Sugar can be grown in two main ways. Most of the sugar supply, which is around
80%, comes from sugarcane. Sugarcane requires a tropical climate to grow, like
Brazil. The rest of sugar comes from sugar beet, which are mainly grown
in the United States and other countries which do not have a tropical climate. Worldwide,
70 countries produce sugar from sugarcane, 40 from sugar beets and 10 from
both. The top producers are Brazil, India, China, Thailand and Pakistan.

Supply and Demand

The sugar market depends
heavily on the weather, like most agricultural commodities. Bad weather
conditions may damage the crops and reduce the supply, hence affecting the
price as well. In this kind of situation, the price will rise to high levels as
demand will remain high. The demand for sugar is continually rising,
because now, sugar is not only used in food production, but it is also
an important input in biofuel production.
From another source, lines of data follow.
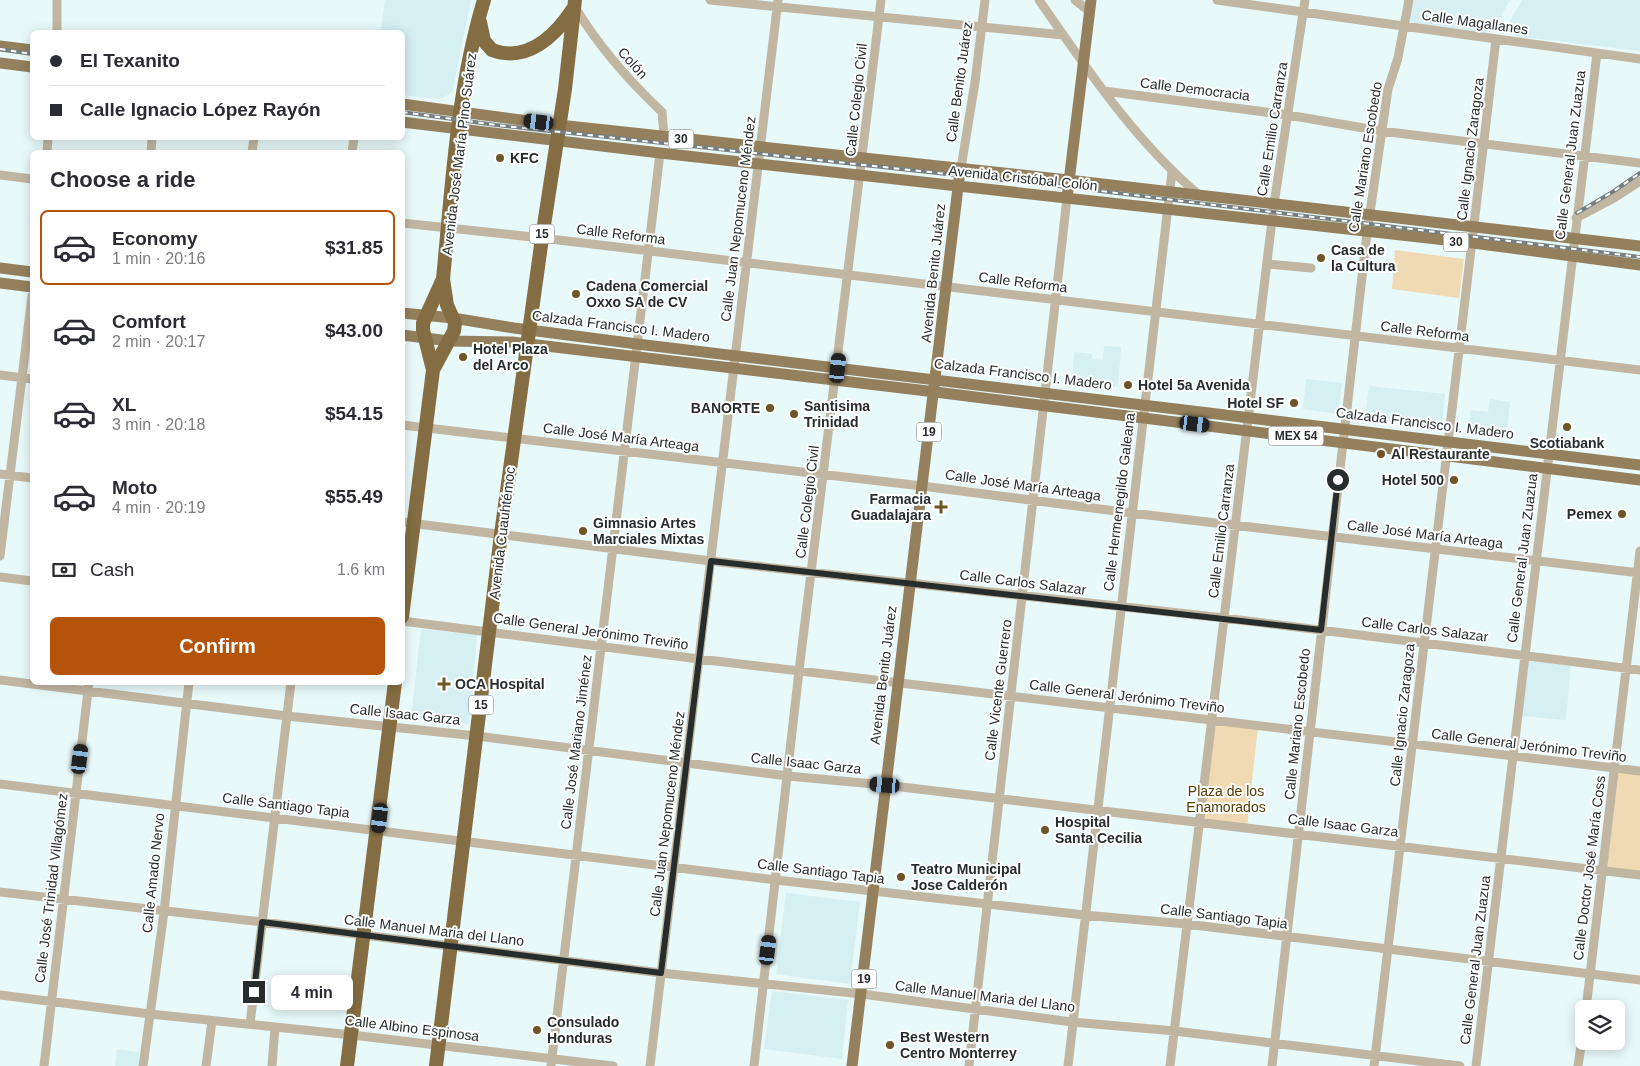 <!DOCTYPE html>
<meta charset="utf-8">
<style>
body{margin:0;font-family:Arial,sans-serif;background:#f7f7f7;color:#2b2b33;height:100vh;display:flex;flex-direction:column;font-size:19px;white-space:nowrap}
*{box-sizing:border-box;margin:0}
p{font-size:16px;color:#7c7c81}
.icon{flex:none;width:28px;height:28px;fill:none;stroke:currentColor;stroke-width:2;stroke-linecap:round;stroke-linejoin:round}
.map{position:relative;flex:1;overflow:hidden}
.drawer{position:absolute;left:30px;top:150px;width:375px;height:535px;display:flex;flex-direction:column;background:#fff;border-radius:8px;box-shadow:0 2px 12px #0003}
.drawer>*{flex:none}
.banner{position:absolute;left:30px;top:30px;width:375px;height:110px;border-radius:8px;box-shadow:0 2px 12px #0003;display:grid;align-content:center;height:110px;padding:0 20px;background:#fff}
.fabs{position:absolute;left:1575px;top:1000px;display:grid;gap:10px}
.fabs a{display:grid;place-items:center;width:50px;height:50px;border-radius:8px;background:#fff;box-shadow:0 2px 12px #0003;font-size:25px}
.end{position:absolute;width:22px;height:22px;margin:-11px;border:6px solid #272d2d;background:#fff;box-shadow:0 0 0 2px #fff}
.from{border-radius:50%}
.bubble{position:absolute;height:35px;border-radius:8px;background:#fff;box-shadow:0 2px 12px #0003;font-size:16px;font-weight:600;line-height:35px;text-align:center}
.car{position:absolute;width:15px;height:30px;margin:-15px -8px;border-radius:6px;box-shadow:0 0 4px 1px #0007;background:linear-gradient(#222 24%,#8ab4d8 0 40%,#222 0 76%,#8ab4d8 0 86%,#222 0)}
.banner b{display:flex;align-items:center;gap:18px;height:48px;font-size:19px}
.banner b+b{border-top:1px solid #e1e1e2}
.banner i{width:12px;height:12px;background:#2b2b33}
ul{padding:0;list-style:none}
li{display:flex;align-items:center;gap:15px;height:75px;margin:0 10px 8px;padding:0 10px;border:2px solid transparent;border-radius:8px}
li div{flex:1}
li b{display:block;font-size:19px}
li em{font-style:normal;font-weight:600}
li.on{border-color:#b45309}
li>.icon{width:45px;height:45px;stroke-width:1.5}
h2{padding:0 20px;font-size:22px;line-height:60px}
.pay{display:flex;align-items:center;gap:12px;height:55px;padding:0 20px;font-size:19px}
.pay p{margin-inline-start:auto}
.cta{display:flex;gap:10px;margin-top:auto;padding:10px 20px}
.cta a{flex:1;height:58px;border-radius:8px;background:#b45309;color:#fff;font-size:20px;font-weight:600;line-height:58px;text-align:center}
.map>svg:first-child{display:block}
</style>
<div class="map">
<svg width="1640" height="1066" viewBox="0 0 1640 1066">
<rect width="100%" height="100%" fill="#e8f9fa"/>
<path fill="#d5eff2" d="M385 0H471L452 93 439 99 403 95 402 32H381Z
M1412 0H1510L1492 31 1483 34 1409 22Z
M1522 0H1640V51L1515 36 1510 21Z
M1104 346 1121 347 1118 387 1072 382 1074 352 1092 354V359L1103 360Z
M1306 379 1342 383 1338 414 1303 409Z
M1369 386 1445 394 1442 427 1365 418Z
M1490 399 1510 402 1507 433 1468 429 1471 410 1488 412Z
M421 629 477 635 469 724 411 718Z
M1525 659 1571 663 1566 720 1520 716Z
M786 893 860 902 850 984 776 974Z
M772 991 848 1000 842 1059 764 1049Z
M117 1049 139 1052 138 1066H115Z"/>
<path fill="#f0dab3" d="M1395 250 1464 259 1459 298 1392 289Z
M1211 720 1258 726 1247 829 1199 822Z
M1614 768 1640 771V875L1601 869Z"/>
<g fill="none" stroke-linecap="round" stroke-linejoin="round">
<path stroke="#c1b6a2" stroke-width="9" d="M57 0V32
M710 0 1063 35
M1039 0C1087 69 1134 140 1199 195
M1075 0 1090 12
M1217 0 1640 59
M575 7C599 47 628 80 662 112L664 137
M1104 91 1288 115 1381 131 1640 163
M47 152 48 138
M151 152 152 138
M252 152 254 138
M352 152 354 138
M961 168 975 82 985 0
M0 175 32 179
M1576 218 1614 198 1640 181
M402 223 542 238 1640 370
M1267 264 1311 268
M0 375 32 379
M402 425 922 486 1131 513 1640 573
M0 474 32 478
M402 522 711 561 1224 618 1640 670
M0 556 32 296
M0 577 32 581
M402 621 699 659 1640 771
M0 680 287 716 477 736 788 776 885 785 1640 875
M0 784 776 880 1084 915 1186 924 1640 980
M0 892 262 922 661 973 862 994 1072 1022 1175 1031 1460 1066
M0 995 150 1014 352 1035 613 1066
M1586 1009 1640 551
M250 1024 291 682
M44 1066 89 682
M143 1066 164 912 189 682
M206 1066 212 1021
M272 1066 275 1027
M551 1066 660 153
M650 1066 778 0
M754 1066 799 671 881 0
M969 1066 1067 198
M1068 1066 1172 172
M1170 1066 1274 204 1305 0
M1272 1066 1367 233 1388 89 1398 58 1409 0
M1374 1066 1496 39
M1476 1066 1597 53
M1578 1066 1584 1025"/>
<path stroke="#94805c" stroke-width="11" d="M0 46 32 50
M0 63 32 67
M402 104 559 125 1068 180 1640 246
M402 122 660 153 1473 243 1640 265
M1067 198 1091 0
M0 268 32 272
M0 283 32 287
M402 313 453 318 514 328 637 344 1640 465
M402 335 449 341 512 342 919 390 1640 480
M852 1066 959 179"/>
<path stroke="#846d42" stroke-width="14" d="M480 22 484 41 492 50C527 63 555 36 573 9
M433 370 454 331 455 323 447 305 443 279C452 186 457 89 484 0
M402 617 433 370 423 330V323L443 279
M347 1066 395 682
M436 1066 501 534 542 238 565 89 575 0"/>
<defs>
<path id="rail" d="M0 49 32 54
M402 112 496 125 1076 188 1640 257
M1577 213 1614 191 1640 173"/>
</defs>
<use href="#rail" stroke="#757f80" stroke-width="4"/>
<use href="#rail" stroke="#fff" stroke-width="2" stroke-dasharray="5.5" stroke-linecap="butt"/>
</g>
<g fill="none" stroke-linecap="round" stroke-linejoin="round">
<path stroke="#272d2d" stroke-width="6" d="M254 992 262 922 661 973 711 561 1321 630 1338 480"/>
</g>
<g fill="#6e5526" stroke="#fff" stroke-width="2">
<circle cx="500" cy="158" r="5"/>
<circle cx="1321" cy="258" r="5"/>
<circle cx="576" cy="294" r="5"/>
<circle cx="463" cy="357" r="5"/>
<circle cx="1128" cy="385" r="5"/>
<circle cx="1294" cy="403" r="5"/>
<circle cx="770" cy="408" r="5"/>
<circle cx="794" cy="414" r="5"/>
<circle cx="1567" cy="427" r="5"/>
<circle cx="1381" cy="454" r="5"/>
<circle cx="1454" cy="480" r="5"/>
<path d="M938.5 499.5h5v5h5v5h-5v5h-5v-5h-5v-5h5z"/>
<circle cx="1622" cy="514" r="5"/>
<circle cx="583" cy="531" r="5"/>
<path d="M441.5 676.5h5v5h5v5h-5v5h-5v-5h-5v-5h5z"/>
<circle cx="1045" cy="830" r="5"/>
<circle cx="901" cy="877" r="5"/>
<circle cx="537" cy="1030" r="5"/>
<circle cx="890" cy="1045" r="5"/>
</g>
<g text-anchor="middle" stroke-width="4" stroke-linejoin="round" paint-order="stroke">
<g fill="#fff" stroke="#686c6c" stroke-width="1">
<rect x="668.5" y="129.5" width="25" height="19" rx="4"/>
<rect x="529.5" y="224.5" width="25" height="19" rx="4"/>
<rect x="1443.5" y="232.5" width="25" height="19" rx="4"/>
<rect x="916.5" y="422.5" width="25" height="19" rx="4"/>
<rect x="1268.5" y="426.5" width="55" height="19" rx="4"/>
<rect x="468.5" y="695.5" width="25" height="19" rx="4"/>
<rect x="851.5" y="969.5" width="25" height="19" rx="4"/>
</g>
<g font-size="12" font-weight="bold" fill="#272d2d">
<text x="681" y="143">30</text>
<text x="542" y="238">15</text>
<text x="1456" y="246">30</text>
<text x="929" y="436">19</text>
<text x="1296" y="440">MEX 54</text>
<text x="481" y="709">15</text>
<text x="864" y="983">19</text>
</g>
<g font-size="14" fill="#272d2d" stroke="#fff">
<text transform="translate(1475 22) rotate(8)" y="5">Calle Magallanes</text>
<text transform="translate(633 63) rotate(48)" y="5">Colón</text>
<text transform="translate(959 82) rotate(-82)" y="5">Calle Benito Juárez</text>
<text transform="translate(1195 89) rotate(7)" y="5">Calle Democracia</text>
<text transform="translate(856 100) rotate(-84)" y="5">Calle Colegio Civil</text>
<text transform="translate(1272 129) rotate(-81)" y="5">Calle Emilio Carranza</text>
<text transform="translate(1470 149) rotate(-83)" y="5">Calle Ignacio Zaragoza</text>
<text transform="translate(459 154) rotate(-83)" y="5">Avenida José María Pino Suárez</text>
<text transform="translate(1570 155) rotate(-83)" y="5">Calle General Juan Zuazua</text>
<text transform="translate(1365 157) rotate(-81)" y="5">Calle Mariano Escobedo</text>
<text transform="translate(1023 178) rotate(6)" y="5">Avenida Cristóbal Colón</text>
<text transform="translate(738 219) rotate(-83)" y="5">Calle Juan Nepomuceno Méndez</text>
<text transform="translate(621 234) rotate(7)" y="5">Calle Reforma</text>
<text transform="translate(933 273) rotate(-84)" y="5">Avenida Benito Juárez</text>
<text transform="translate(1023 282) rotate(7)" y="5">Calle Reforma</text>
<text transform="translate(621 326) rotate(7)" y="5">Calzada Francisco I. Madero</text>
<text transform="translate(1425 331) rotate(7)" y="5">Calle Reforma</text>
<text transform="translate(1023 374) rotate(7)" y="5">Calzada Francisco I. Madero</text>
<text transform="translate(1425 423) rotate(7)" y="5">Calzada Francisco I. Madero</text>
<text transform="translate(621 437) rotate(7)" y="5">Calle José María Arteaga</text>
<text transform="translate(1023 485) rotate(8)" y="5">Calle José María Arteaga</text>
<text transform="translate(807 502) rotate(-83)" y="5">Calle Colegio Civil</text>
<text transform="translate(1119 502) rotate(-83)" y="5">Calle Hermenegildo Galeana</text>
<text transform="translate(1221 531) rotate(-83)" y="5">Calle Emilio Carranza</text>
<text transform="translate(502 533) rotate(-83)" y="5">Avenida Cuauhtémoc</text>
<text transform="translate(1425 534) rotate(7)" y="5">Calle José María Arteaga</text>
<text transform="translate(1522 558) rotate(-83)" y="5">Calle General Juan Zuazua</text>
<text transform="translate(1023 582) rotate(7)" y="5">Calle Carlos Salazar</text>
<text transform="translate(1425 629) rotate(7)" y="5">Calle Carlos Salazar</text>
<text transform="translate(591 631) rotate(8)" y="5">Calle General Jerónimo Treviño</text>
<text transform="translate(883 675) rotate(-83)" y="5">Avenida Benito Juárez</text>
<text transform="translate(998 690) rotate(-83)" y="5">Calle Vicente Guerrero</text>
<text transform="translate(1127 696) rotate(7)" y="5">Calle General Jerónimo Treviño</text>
<text transform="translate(405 714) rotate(6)" y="5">Calle Isaac Garza</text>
<text transform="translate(1402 715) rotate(-84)" y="5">Calle Ignacio Zaragoza</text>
<text transform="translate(1297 724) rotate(-84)" y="5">Calle Mariano Escobedo</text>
<text transform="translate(576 742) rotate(-83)" y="5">Calle José Mariano Jiménez</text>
<text transform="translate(1529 745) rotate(7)" y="5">Calle General Jerónimo Treviño</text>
<text transform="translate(806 763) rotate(6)" y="5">Calle Isaac Garza</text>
<text transform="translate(286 805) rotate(7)" y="5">Calle Santiago Tapia</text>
<text transform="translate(667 814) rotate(-83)" y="5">Calle Juan Nepomuceno Méndez</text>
<text transform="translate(1343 825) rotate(7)" y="5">Calle Isaac Garza</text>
<text transform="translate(1589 868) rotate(-83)" y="5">Calle Doctor José María Coss</text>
<text transform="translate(821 871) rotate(7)" y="5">Calle Santiago Tapia</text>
<text transform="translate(153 873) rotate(-84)" y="5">Calle Amado Nervo</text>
<text transform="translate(51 888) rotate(-83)" y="5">Calle José Trinidad Villagómez</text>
<text transform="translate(1224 916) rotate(7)" y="5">Calle Santiago Tapia</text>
<text transform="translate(434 930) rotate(7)" y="5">Calle Manuel Maria del Llano</text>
<text transform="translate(1475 960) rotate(-83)" y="5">Calle General Juan Zuazua</text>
<text transform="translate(985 996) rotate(7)" y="5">Calle Manuel Maria del Llano</text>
<text transform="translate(412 1028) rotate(7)" y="5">Calle Albino Espinosa</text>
</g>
<g font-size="14" font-weight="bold" fill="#272d2d" stroke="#fff" text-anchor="start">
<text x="510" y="163">KFC</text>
<text x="1331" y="255">Casa de<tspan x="1331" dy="16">la Cultura</tspan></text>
<text x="586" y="291">Cadena Comercial<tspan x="586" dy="16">Oxxo SA de CV</tspan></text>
<text x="473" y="354">Hotel Plaza<tspan x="473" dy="16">del Arco</tspan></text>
<text x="1138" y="390">Hotel 5a Avenida</text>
<text x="1284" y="408" text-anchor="end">Hotel SF</text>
<text x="804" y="411">Santisima<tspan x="804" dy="16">Trinidad</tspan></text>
<text x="760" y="413" text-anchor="end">BANORTE</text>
<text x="1567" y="448" text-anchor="middle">Scotiabank</text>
<text x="1391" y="459">Al Restaurante</text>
<text x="1444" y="485" text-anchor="end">Hotel 500</text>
<text x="931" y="504" text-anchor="end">Farmacia<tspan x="931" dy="16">Guadalajara</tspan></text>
<text x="1612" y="519" text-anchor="end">Pemex</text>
<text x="593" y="528">Gimnasio Artes<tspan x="593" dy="16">Marciales Mixtas</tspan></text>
<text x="455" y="689">OCA Hospital</text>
<text x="1055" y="827">Hospital<tspan x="1055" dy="16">Santa Cecilia</tspan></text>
<text x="911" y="874">Teatro Municipal<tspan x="911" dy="16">Jose Calderón</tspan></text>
<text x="547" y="1027">Consulado<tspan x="547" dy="16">Honduras</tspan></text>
<text x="900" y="1042">Best Western<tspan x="900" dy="16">Centro Monterrey</tspan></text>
</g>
<g font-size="14" fill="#543b00" stroke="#fff">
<text x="1226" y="796">Plaza de los<tspan x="1226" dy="16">Enamorados</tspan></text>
</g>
</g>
</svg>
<div class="fabs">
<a><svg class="icon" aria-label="layers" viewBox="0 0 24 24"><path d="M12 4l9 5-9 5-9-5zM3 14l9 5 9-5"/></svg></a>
</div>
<i class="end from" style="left:1338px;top:480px"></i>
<i class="end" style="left:254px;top:992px"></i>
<div class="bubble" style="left:271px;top:975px;width:82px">4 min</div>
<i class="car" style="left:539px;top:122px;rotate:277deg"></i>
<i class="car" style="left:838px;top:368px;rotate:6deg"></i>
<i class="car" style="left:1195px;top:424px;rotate:97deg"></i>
<i class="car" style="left:80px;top:759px;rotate:7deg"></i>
<i class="car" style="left:885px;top:785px;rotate:275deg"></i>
<i class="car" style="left:380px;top:818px;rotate:187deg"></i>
<i class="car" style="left:768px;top:950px;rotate:7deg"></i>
<div class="banner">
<b><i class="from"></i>El Texanito</b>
<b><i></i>Calle Ignacio López Rayón</b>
</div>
<section class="drawer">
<h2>Choose a ride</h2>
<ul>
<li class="on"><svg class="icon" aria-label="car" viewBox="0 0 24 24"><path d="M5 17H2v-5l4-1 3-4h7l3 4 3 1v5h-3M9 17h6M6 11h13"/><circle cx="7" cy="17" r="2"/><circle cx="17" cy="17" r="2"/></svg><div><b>Economy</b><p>1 min · 20:16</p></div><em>$31.85</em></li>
<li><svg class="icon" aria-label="car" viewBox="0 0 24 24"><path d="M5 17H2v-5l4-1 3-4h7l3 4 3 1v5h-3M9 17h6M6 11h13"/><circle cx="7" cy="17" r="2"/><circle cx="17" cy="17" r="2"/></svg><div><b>Comfort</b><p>2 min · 20:17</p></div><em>$43.00</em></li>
<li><svg class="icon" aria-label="car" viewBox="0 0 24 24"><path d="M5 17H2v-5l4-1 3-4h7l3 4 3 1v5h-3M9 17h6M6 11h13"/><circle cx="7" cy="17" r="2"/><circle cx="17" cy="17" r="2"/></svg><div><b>XL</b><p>3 min · 20:18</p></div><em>$54.15</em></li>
<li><svg class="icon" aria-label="car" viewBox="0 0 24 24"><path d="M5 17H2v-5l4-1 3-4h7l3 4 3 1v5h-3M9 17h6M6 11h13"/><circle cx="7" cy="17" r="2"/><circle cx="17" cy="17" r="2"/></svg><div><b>Moto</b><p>4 min · 20:19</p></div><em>$55.49</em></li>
</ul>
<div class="pay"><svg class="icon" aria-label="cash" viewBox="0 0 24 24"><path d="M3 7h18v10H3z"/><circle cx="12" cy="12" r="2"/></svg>Cash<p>1.6 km</p></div>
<div class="cta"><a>Confirm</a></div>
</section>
</div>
Today the international community
has become much more aware of the state of the environment. A result of this is
the rise of alternative energy resources other than fossil fuels. One of these
alternatives is biofuels, where sugar is an important input
material. Sugar is replacing corn as the leading input in biofuel
production, because of it is much more efficient than corn. These two factors
combined are raising the demand for sugar and should be monitored in
order to be able to make a realistic and calculated price forecast.  In festive seasons, the demand for sugar tends
to increase as there are more consumers, although this is a short-term effect
on demand.

 As the demand for sugar is always rising, the
supply is trying to keep up with the demand. The prices of sugar are decreasing
as the demand is increasing, following the law of demand. The supply of sugar
increases, so the price also increases, according to the law of supply. Since
there is no alternative for sugar, the supply of sugar is relatively inelastic.